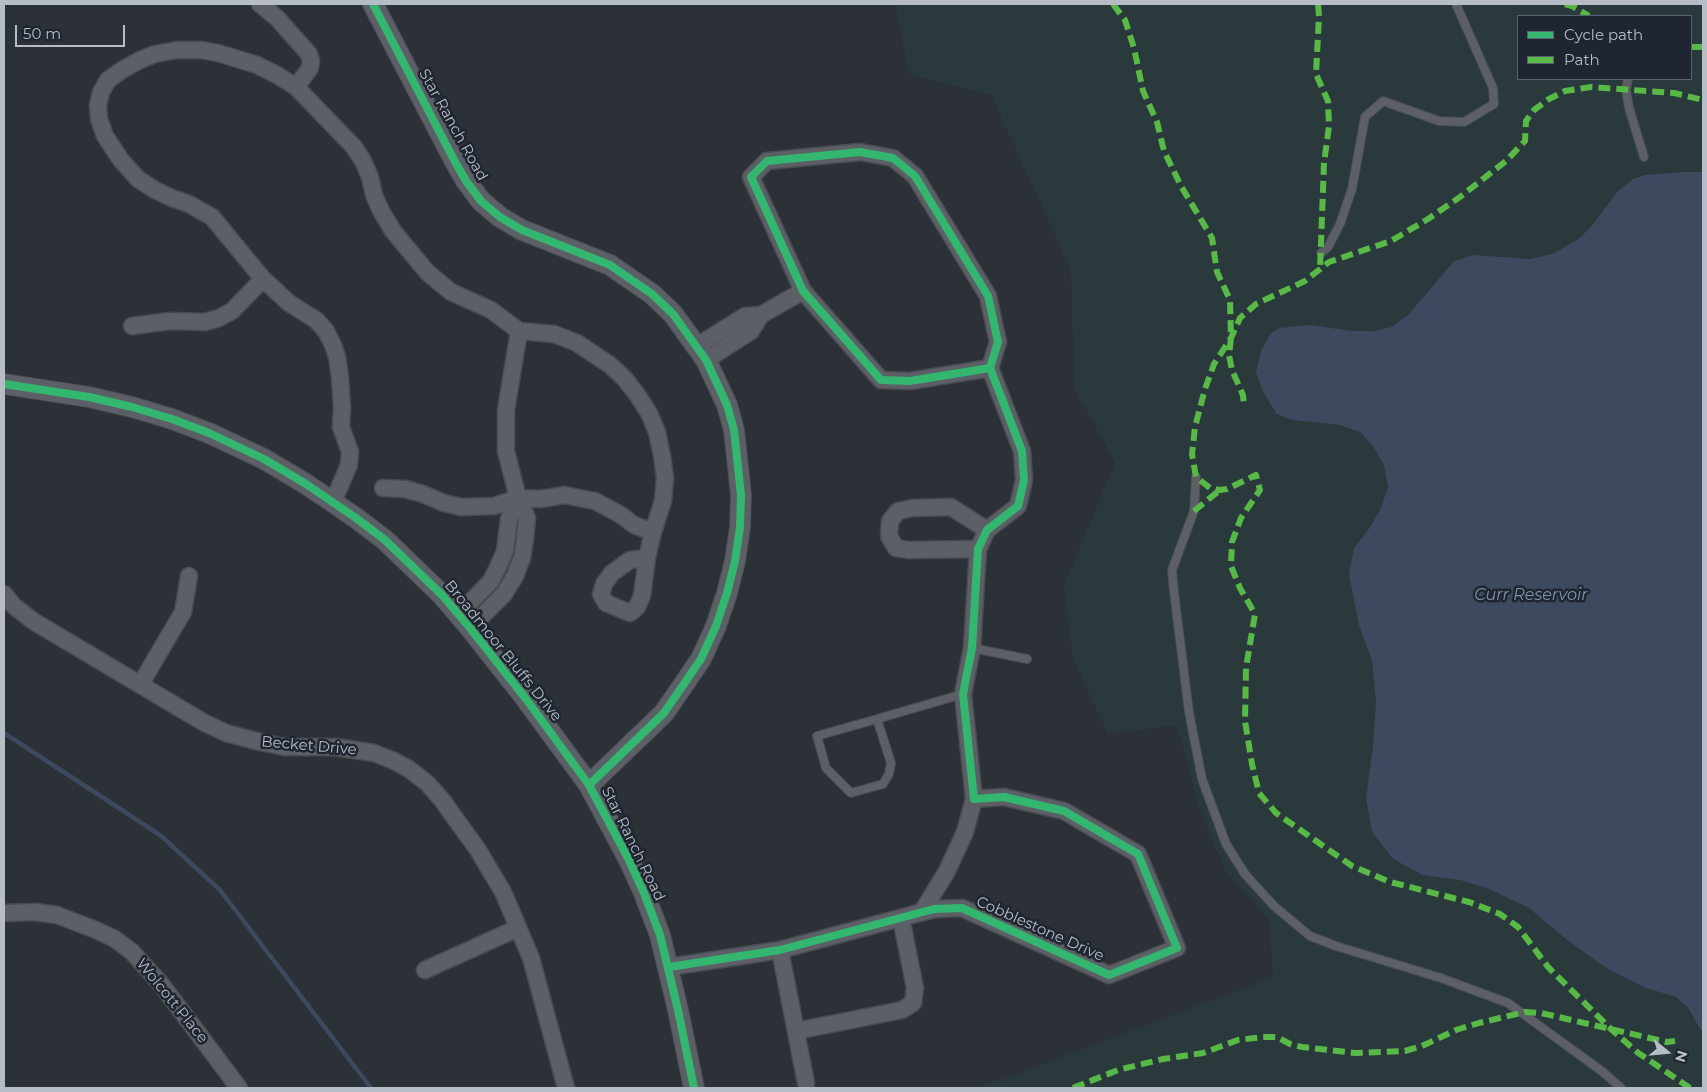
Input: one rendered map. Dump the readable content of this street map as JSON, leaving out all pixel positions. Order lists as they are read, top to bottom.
{
  "streets": {
    "street": [
      "Star Ranch Road",
      "Broadmoor Bluffs Drive",
      "Becket Drive",
      "Cobblestone Drive",
      "Wolcott Place"
    ]
  },
  "crossings": [
    ["Star Ranch Road", "Broadmoor Bluffs Drive"],
    ["Star Ranch Road", "Cobblestone Drive"]
  ],
  "water": ["Curr Reservoir"],
  "legend": ["Cycle path", "Path"],
  "scale_bar": "50 m",
  "north": "right"
}
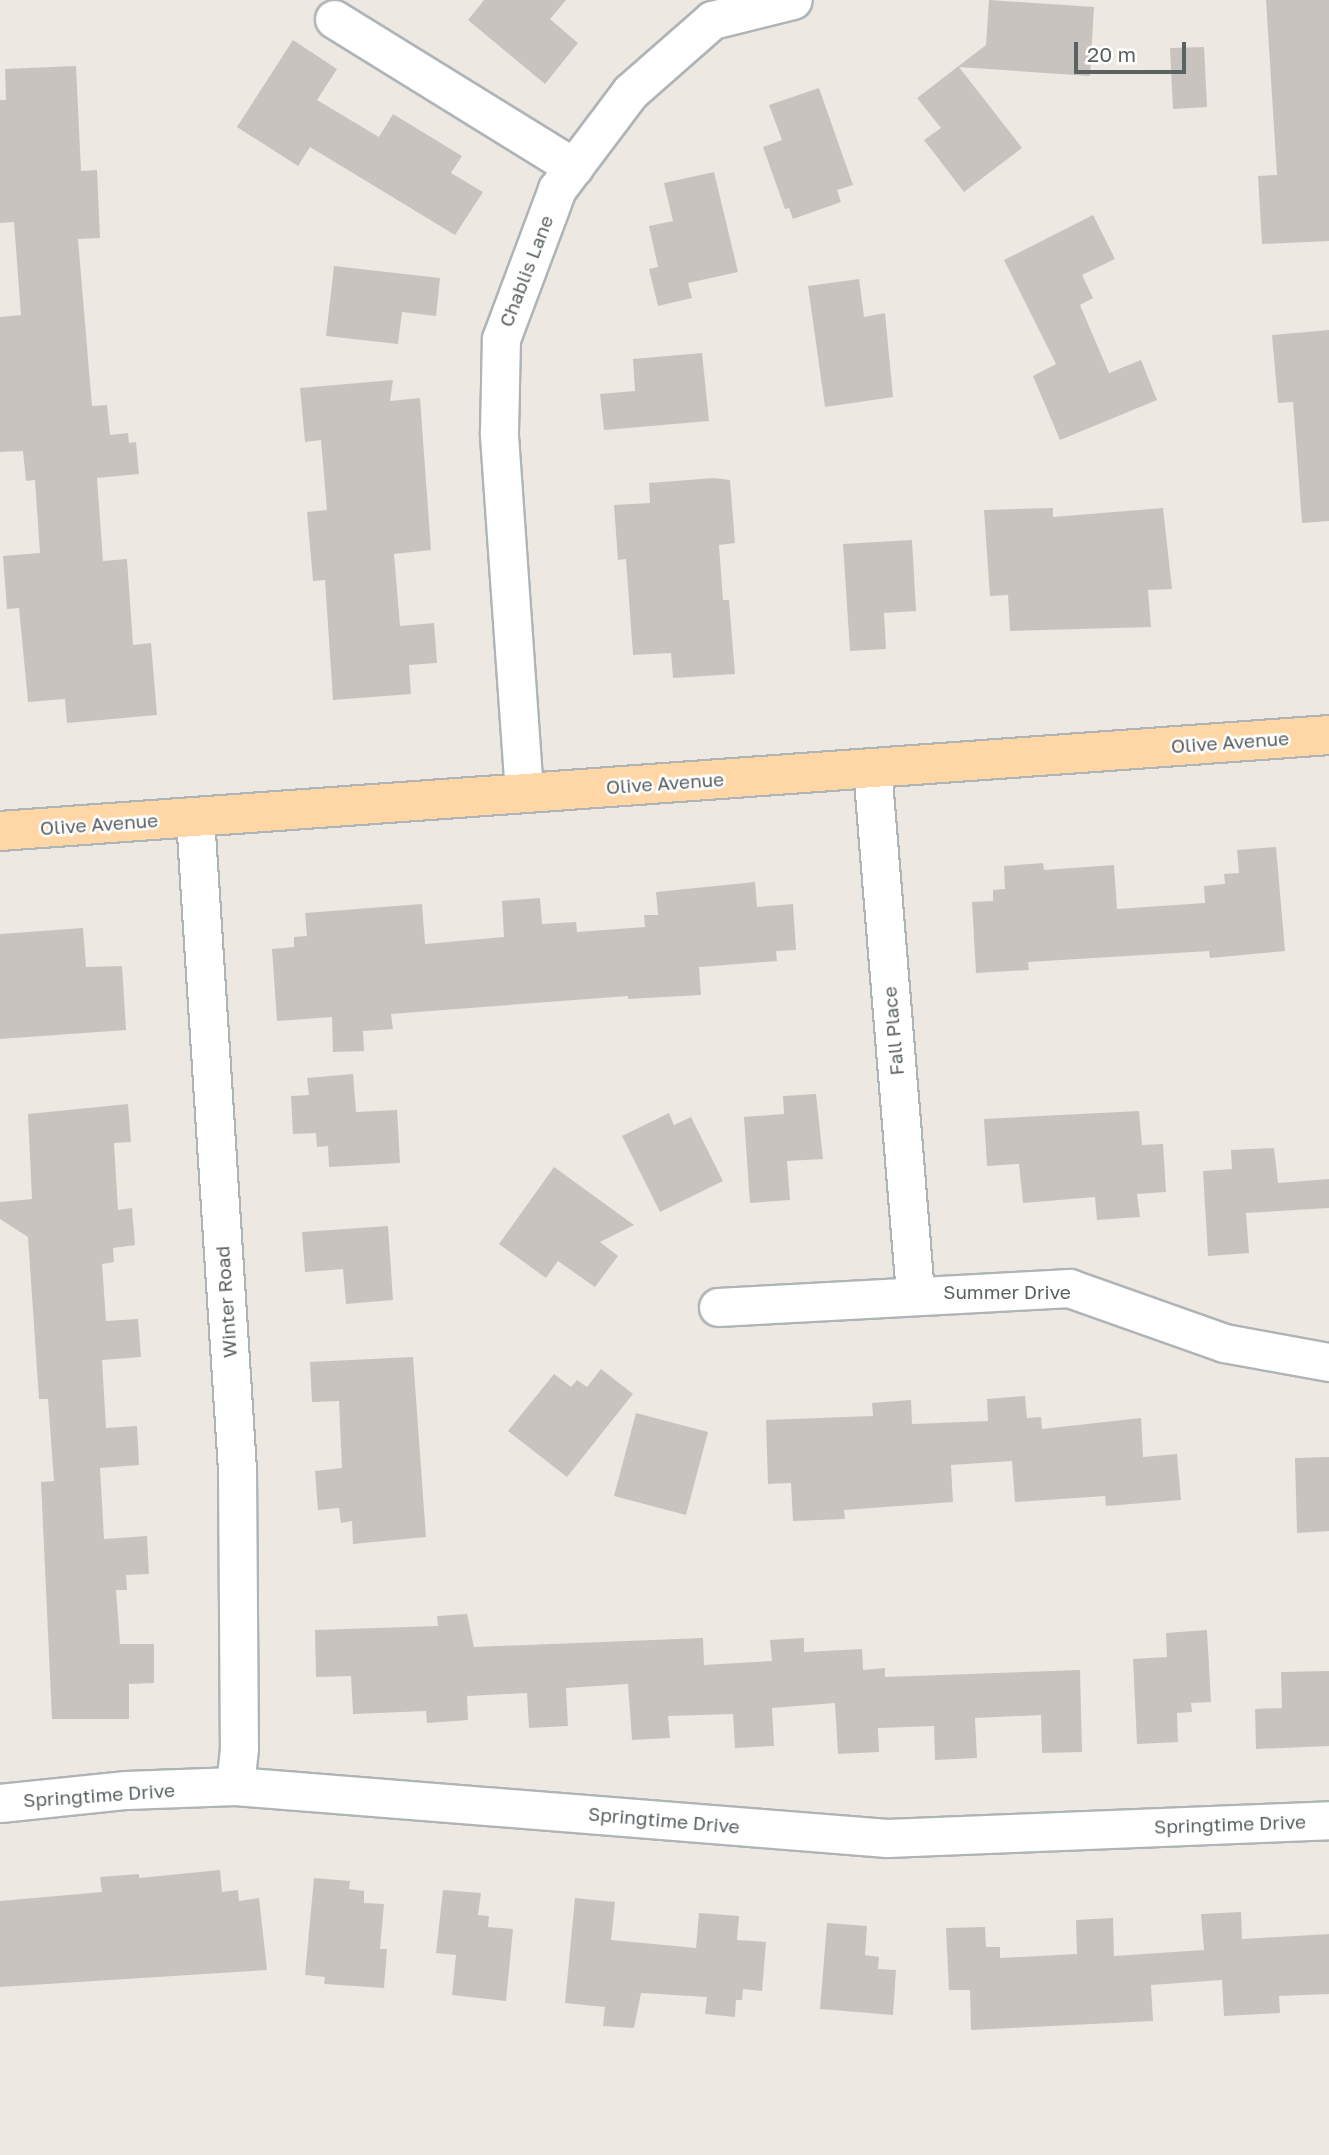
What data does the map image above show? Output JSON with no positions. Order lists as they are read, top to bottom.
{
  "streets": {
    "main road": ["Olive Avenue"],
    "street": [
      "Chablis Lane",
      "Fall Place",
      "Summer Drive",
      "Winter Road",
      "Springtime Drive"
    ]
  },
  "crossings": [
    ["Chablis Lane", "Olive Avenue"],
    ["Olive Avenue", "Fall Place"],
    ["Olive Avenue", "Winter Road"],
    ["Fall Place", "Summer Drive"],
    ["Winter Road", "Springtime Drive"]
  ],
  "scale_bar": "20 m"
}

Prompt
Please retype, without any change, the line containing "What data does" and every line after it to the end of the entries above, and only those.

Exercise answer
What data does the map image above show? Output JSON with no positions. Order lists as they are read, top to bottom.
{
  "streets": {
    "main road": ["Olive Avenue"],
    "street": [
      "Chablis Lane",
      "Fall Place",
      "Summer Drive",
      "Winter Road",
      "Springtime Drive"
    ]
  },
  "crossings": [
    ["Chablis Lane", "Olive Avenue"],
    ["Olive Avenue", "Fall Place"],
    ["Olive Avenue", "Winter Road"],
    ["Fall Place", "Summer Drive"],
    ["Winter Road", "Springtime Drive"]
  ],
  "scale_bar": "20 m"
}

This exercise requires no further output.